ABOUT THIS EXERCISE: Filtering the records below, copy only those lines that include the word "rows".

MATERIAL PROVIDED:
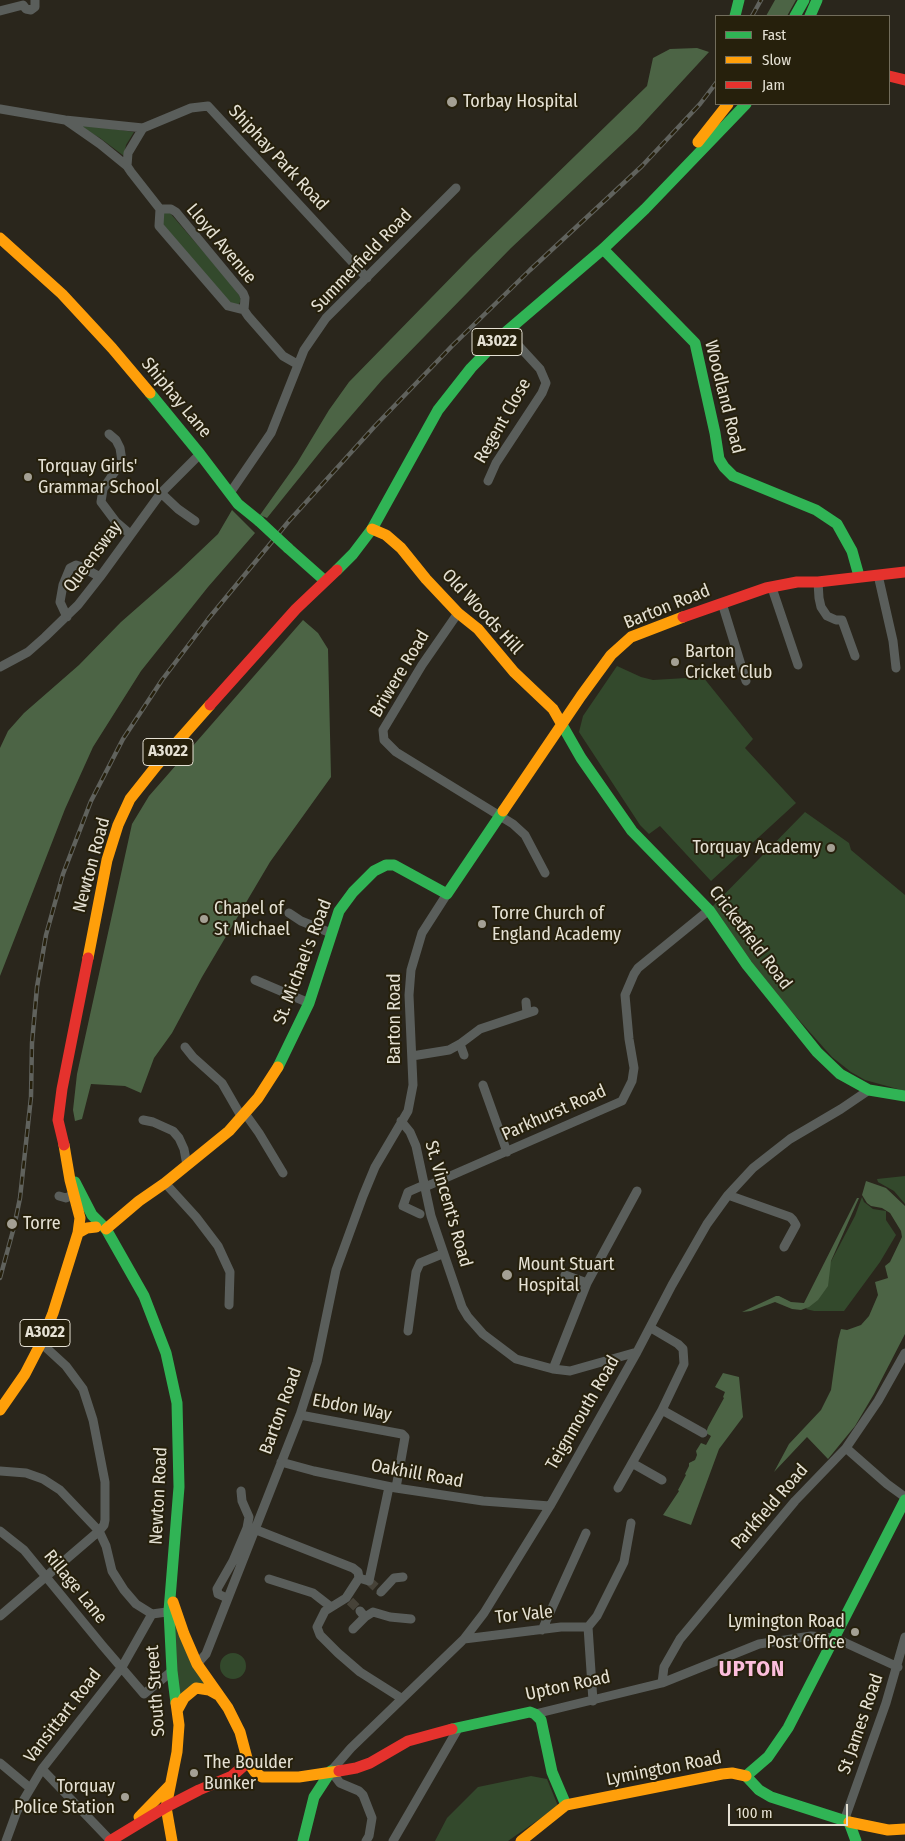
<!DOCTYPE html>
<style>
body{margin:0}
#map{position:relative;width:905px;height:1841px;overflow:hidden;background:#2a261c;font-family:"Fira Sans Condensed",sans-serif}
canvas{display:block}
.legend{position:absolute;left:715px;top:15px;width:175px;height:90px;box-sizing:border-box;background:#26200c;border:1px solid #726d5c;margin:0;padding:6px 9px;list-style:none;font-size:15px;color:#e5e1d4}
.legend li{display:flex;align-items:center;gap:10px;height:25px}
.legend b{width:25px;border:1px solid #726d5c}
.scale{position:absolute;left:728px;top:1804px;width:120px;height:22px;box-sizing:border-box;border:2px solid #e5e1d4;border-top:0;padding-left:6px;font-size:15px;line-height:18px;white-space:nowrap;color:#e5e1d4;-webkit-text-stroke:4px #26200c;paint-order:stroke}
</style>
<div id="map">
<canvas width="905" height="1841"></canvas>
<ul class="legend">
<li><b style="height:6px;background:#30b455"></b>Fast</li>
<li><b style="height:6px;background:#ff9f0a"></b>Slow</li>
<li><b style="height:6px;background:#e5322d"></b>Jam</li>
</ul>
<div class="scale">100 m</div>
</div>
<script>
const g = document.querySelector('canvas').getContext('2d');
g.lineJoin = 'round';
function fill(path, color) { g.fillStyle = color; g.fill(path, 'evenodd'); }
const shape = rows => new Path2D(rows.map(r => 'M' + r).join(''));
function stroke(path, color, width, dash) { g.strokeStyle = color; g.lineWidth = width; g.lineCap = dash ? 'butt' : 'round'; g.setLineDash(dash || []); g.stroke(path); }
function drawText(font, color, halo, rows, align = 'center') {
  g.font = font + ' "Fira Sans Condensed",sans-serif'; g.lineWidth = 4; g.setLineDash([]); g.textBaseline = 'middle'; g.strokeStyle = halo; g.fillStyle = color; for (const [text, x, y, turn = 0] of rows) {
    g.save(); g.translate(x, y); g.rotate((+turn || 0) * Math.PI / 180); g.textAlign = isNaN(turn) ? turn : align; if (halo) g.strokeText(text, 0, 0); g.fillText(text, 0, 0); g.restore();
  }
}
const green = shape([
 [79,124,134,132,126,145,124,156,100,138,81,127],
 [162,213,170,213,227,279,239,295,241,300,239,304,235,307,229,307,161,227],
 [617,666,641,677,653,680,703,677,753,739,745,748,796,803,711,881,660,826,649,834,640,825,579,732,583,716],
 [805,812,849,843,851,850,905,895,905,1091,865,1080,851,1072,832,1057,758,974,709,910],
 [905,1176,905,1204,894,1191,878,1182,877,1179],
 [862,1197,864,1202,873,1209,886,1211,886,1220,896,1235,880,1262,844,1311,814,1311,806,1309,855,1216],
 [169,1611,220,1695,196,1688,178,1709],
 '220 1666a13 13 0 1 1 26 0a13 13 0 1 1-26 0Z',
 [531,1776,547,1779,558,1806,508,1841,435,1841,447,1818,478,1787]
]);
const forest = shape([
 [775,0,796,0,787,16,766,16],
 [697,48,709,52,637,130,511,248,382,380,325,446,267,518,260,515,297,463,329,410,349,382,471,257,647,86,653,58,670,49],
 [232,510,255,533,208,587,141,671,93,747,65,809,0,976,0,748,8,731,24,713,79,665,121,622,178,572,218,534],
 [303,620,318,633,328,649,331,777,270,862,202,977,172,1033,154,1058,141,1093,125,1086,91,1084,82,1119,75,1121,73,1110,77,1074,132,824,149,796],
 [866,1181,886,1188,905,1206,905,1334,874,1394,855,1426,828,1459,807,1437,774,1472,789,1444,821,1410,831,1390,838,1340,841,1329,847,1330,861,1325,869,1316,878,1295,875,1282,888,1278,885,1266,890,1262,902,1237,901,1231,890,1213,882,1208,871,1206,867,1203,862,1195],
 [857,1198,859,1198,831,1261,828,1286,818,1300,809,1307,801,1310,792,1309,775,1302,751,1311,742,1312,776,1296,779,1296,791,1302,804,1303],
 [723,1373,739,1377,743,1417,719,1449,691,1525,663,1515,679,1491,678,1490,686,1475,685,1474,689,1466,689,1463,695,1460,697,1455,696,1451,701,1443,706,1445,711,1436,706,1433,708,1427,724,1398,723,1397,725,1392,715,1387]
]);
const streetTunnel = shape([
 [369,1581,381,1592],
 [350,1601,360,1611]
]);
const street = shape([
 [0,11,23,5,26,9,31,10,35,7,35,0],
 [0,109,65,120,143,128,191,108,208,106,367,278],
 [67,121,100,144,127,166],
 [143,128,128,153,127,166,131,172,160,209,171,209,176,212,243,293,245,298,244,310,248,316,283,356,297,364],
 [160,209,159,226,228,306,244,310],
 [109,434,116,440,120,448,122,461,103,489,101,502,116,522,130,534],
 [488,481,496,463,542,393,546,383,540,369,506,332],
 [161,493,178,509,195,521],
 [230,493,271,433,304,350,326,318,456,188],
 [878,575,893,641,896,668],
 [818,582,819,598,821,607,827,616,836,620,842,620,855,656],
 [772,588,798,665],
 [722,603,746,681],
 [458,613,422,665,383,730,384,740,396,752,513,824,525,835,545,873],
 [67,617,60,602,63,585,70,568,76,565,82,567,100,577],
 [0,667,28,652,45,637,78,605,100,577,161,493,200,454],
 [289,913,301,921,331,933],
 [255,980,309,1003],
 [526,1002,527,1013],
 [460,1044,464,1055],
 [185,1047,193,1057,222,1083,241,1116],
 [412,1056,449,1050,460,1044,480,1029,534,1011],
 [483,1085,507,1152],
 [244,1112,259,1133,283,1173],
 [143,1120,153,1122,173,1131,179,1138,184,1149,187,1165],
 [401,1121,410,1132,416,1146,431,1216,462,1307,468,1317,483,1334,516,1359,553,1369,570,1371,637,1352],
 [165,1183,196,1217,218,1246,230,1272,229,1305],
 [425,1187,622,1101,632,1081,634,1068,629,1039,625,995,634,974,638,968,709,910],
 [728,1195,790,1217,793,1220,796,1225,784,1247],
 [59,1196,66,1198,74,1194],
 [420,1214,403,1206,408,1192,424,1185],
 [565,1275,587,1283],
 [408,1331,416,1272,420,1263,442,1254],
 [553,1369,587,1283,637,1191],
 [662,1410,703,1433],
 [300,1415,402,1434,405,1437,396,1488],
 [846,1448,887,1484,905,1497],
 [281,1462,314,1471,396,1488,483,1501,550,1506],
 [632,1463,662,1480],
 [0,1471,26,1473,43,1479,60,1490,99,1531,106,1546,112,1571,124,1590,136,1604,152,1614,174,1611],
 [618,1488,662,1410,684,1364,683,1349,678,1344,651,1328],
 [254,1529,353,1568,358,1572,359,1578,346,1598,325,1611,317,1627,320,1635,338,1653,360,1672,401,1698],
 [0,1531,24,1550,102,1645,144,1694,172,1671],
 [359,1578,369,1581,389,1487],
 [269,1579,313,1593,331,1607],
 [381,1592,394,1578,403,1577],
 [227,1598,218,1594,217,1589,233,1561,247,1528,249,1517,242,1501,241,1491],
 [360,1611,365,1617,373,1612,390,1617,411,1619],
 [0,1616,99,1531,104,1525,105,1520,105,1482,93,1420,83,1389,66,1366,41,1343],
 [588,1627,593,1701],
 [353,1629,365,1617],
 [542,1630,586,1533],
 [464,1639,561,1627,588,1627,597,1616,624,1562,631,1523],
 [197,1664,206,1654,300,1415,317,1362,336,1270,363,1196,375,1167,408,1111,413,1085,409,995,411,970,422,933,447,894],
 [662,1683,664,1667,680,1639,795,1501,846,1448,878,1401,905,1353],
 [535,1714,662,1683,759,1644,811,1636,835,1638,898,1667],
 [0,1763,30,1788],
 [42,1769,111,1841],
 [844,1821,886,1703,905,1637],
 [6,1841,17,1811,42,1769,122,1667,152,1614],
 [366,1841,369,1836,372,1818,363,1795,359,1791,340,1783,331,1771,351,1748,464,1639,484,1613,550,1506,637,1352,672,1285,707,1224,728,1195,753,1168,790,1139,841,1109,869,1090],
 [393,1841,459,1727]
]);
const fast = shape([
 [735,16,739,0],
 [795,16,804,0],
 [810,16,817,0],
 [603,249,695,343,715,433,719,459,724,467,733,476,816,510,837,524,852,551,859,576],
 [150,393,200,454,238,504,259,521],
 [288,548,324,580],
 [337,570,353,554,372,529,438,410,471,368,506,332,603,249,645,209,746,104],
 [561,723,581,758,632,831,709,910,747,965,817,1052,840,1074,869,1090,905,1096],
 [278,1067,309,1003,339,911,353,892,374,871,386,865,394,865,447,894,503,811],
 [75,1182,92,1215,106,1229,144,1296,166,1353,177,1403,179,1487,169,1611,172,1671,176,1703],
 [452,1729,530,1712,535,1714,541,1720,552,1772,566,1805],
 [746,1776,768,1757,788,1728,905,1500],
 [746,1776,759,1790,771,1797,849,1822,856,1841],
 [303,1841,314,1797,331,1771]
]);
const slow = shape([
 [698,142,728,104],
 [0,238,62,294,112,348,150,393],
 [372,529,386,535,401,548,426,579,458,613,478,629,514,672,553,709,561,723],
 [503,811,581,696,611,655,631,637,683,617],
 [88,958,107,860,118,825,130,799,157,765,210,705],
 [106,1229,139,1201,165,1183,229,1131,258,1098,278,1067],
 [78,1233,87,1228,96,1227],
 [0,1410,25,1374,41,1343,53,1313,78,1233,80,1218,70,1180,64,1145],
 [173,1602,184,1634,197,1664,228,1708,240,1732,248,1762,255,1772,262,1777,299,1777,339,1771],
 [178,1709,184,1698,196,1688,209,1690,218,1695],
 [139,1817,170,1785],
 [849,1822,888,1830,905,1829],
 [172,1841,166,1807,177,1752,179,1725,176,1703],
 [521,1841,566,1805,722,1774,732,1773,746,1776]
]);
const jam = shape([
 [889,76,905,80],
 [683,617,766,588,797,582,818,582,905,572],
 [210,705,296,609,337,570],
 [64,1145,58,1120,62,1089,88,958],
 [339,1771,356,1768,370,1763,408,1741,452,1729],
 [110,1841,166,1807,199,1790,232,1776,248,1762]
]);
const rail = shape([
 [752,16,761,0],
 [0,1278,14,1227,20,1198,31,1097,32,1043,37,987,46,935,63,874,91,801,123,739,162,680,209,618,289,521,375,426,452,346,530,270,642,166,700,104,716,83]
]);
const fastBridge = shape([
 [259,521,288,548]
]);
const markers = [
 [452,102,6,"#a4a094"],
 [28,477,5,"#a4a094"],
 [675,662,5,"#a4a094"],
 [831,848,5,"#a4a094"],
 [204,919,5,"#a4a094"],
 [482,924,5,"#a4a094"],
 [12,1224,6,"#a4a094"],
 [507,1275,6,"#a4a094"],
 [855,1632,5,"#a4a094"],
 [194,1773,5,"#a4a094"],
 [125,1797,5,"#a4a094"]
];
const shields = [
 [497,342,50],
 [168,752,50],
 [45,1333,50]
];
const shieldNames = [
 ["A3022",497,342],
 ["A3022",168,752],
 ["A3022",45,1333]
];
const poiNames = [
 ["Torbay Hospital",463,102],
 ["Torquay Girls'",38,467],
 ["Grammar School",38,488],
 ["Barton",685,652],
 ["Cricket Club",685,673],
 ["Torquay Academy",821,848,"right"],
 ["Chapel of",214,909],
 ["St Michael",214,930],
 ["Torre Church of",492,914],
 ["England Academy",492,935],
 ["Torre",23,1224],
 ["Mount Stuart",518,1265],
 ["Hospital",518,1286],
 ["Lymington Road",845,1622,"right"],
 ["Post Office",845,1643,"right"],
 ["The Boulder",204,1763],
 ["Bunker",204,1784],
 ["Torquay",115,1787,"right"],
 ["Police Station",115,1808,"right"]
];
const streetNames = [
 ["Shiphay Park Road",278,158,47],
 ["Lloyd Avenue",221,244,50],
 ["Summerfield Road",362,261,-46],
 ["Woodland Road",724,397,76],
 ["Shiphay Lane",176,398,50],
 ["Regent Close",503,421,-60],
 ["Queensway",93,557,-53],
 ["Barton Road",667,607,-22],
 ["Old Woods Hill",482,612,47],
 ["Briwere Road",400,674,-59],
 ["Newton Road",92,865,-75],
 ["Cricketfield Road",750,938,53],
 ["St. Michael's Road",303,962,-69],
 ["Barton Road",395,1019,-90],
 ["Parkhurst Road",554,1113,-24],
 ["St. Vincent's Road",448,1204,74],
 ["Ebdon Way",352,1408,11],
 ["Barton Road",281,1411,-70],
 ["Teignmouth Road",583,1413,-60],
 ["Oakhill Road",417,1474,10],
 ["Newton Road",159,1496,-87],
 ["Parkfield Road",770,1507,-49],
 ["Rillage Lane",75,1587,51],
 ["Tor Vale",524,1615,-6],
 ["Upton Road",568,1686,-12],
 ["South Street",156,1691,-94],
 ["Vansittart Road",63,1716,-52],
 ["St James Road",861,1724,-71],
 ["Lymington Road",664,1769,-11]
];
const districtNames = [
 ["UPTON",752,1670]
];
fill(green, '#33492c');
fill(forest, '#4c6445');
stroke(streetTunnel, '#464238', 9, [9, 4.5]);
stroke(street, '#5a5e5b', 9);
stroke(fast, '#30b455', 11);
stroke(slow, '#ff9f0a', 11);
stroke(jam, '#e5322d', 11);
stroke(rail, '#60625d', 4.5);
stroke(rail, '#26200c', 2.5, [8]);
stroke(fastBridge, '#30b455', 11);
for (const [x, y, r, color] of markers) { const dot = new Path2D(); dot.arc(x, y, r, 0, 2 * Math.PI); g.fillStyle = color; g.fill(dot); stroke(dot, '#26200c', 2); }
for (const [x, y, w] of shields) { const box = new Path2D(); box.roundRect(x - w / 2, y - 13.5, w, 27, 4); g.fillStyle = '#26200c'; g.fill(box); stroke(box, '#e5e1d4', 1); }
drawText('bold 16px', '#e5e1d4', null, shieldNames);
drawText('18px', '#e5e1d4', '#26200c', poiNames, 'left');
drawText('18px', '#e5e1d4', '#26200c', streetNames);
g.letterSpacing = '1px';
drawText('bold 22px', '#fcbedc', '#26200c', districtNames);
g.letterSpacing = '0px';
</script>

ANSWER BELOW:
const shape = rows => new Path2D(rows.map(r => 'M' + r).join(''));
function drawText(font, color, halo, rows, align = 'center') {
  g.font = font + ' "Fira Sans Condensed",sans-serif'; g.lineWidth = 4; g.setLineDash([]); g.textBaseline = 'middle'; g.strokeStyle = halo; g.fillStyle = color; for (const [text, x, y, turn = 0] of rows) {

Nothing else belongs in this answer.